Records drawn from a dataset
[Start of section]
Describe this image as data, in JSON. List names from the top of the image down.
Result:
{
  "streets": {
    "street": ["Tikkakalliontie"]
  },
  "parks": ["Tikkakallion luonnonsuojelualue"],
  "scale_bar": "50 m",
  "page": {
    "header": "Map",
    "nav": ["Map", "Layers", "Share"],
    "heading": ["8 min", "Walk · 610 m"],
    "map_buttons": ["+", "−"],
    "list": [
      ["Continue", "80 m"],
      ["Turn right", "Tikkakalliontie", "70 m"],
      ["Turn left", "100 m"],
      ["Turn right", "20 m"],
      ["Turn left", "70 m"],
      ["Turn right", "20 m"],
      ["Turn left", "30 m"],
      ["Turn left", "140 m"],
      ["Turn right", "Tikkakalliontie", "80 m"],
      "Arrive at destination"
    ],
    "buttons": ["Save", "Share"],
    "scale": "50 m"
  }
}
[End of section]
## REQUIREMENT
Show a copy of each line from the records above in which the string "Tikkakalliontie" occurs.

## SOLUTION FOR THIS EXERCISE
    "street": ["Tikkakalliontie"]
      ["Turn right", "Tikkakalliontie", "70 m"],
      ["Turn right", "Tikkakalliontie", "80 m"],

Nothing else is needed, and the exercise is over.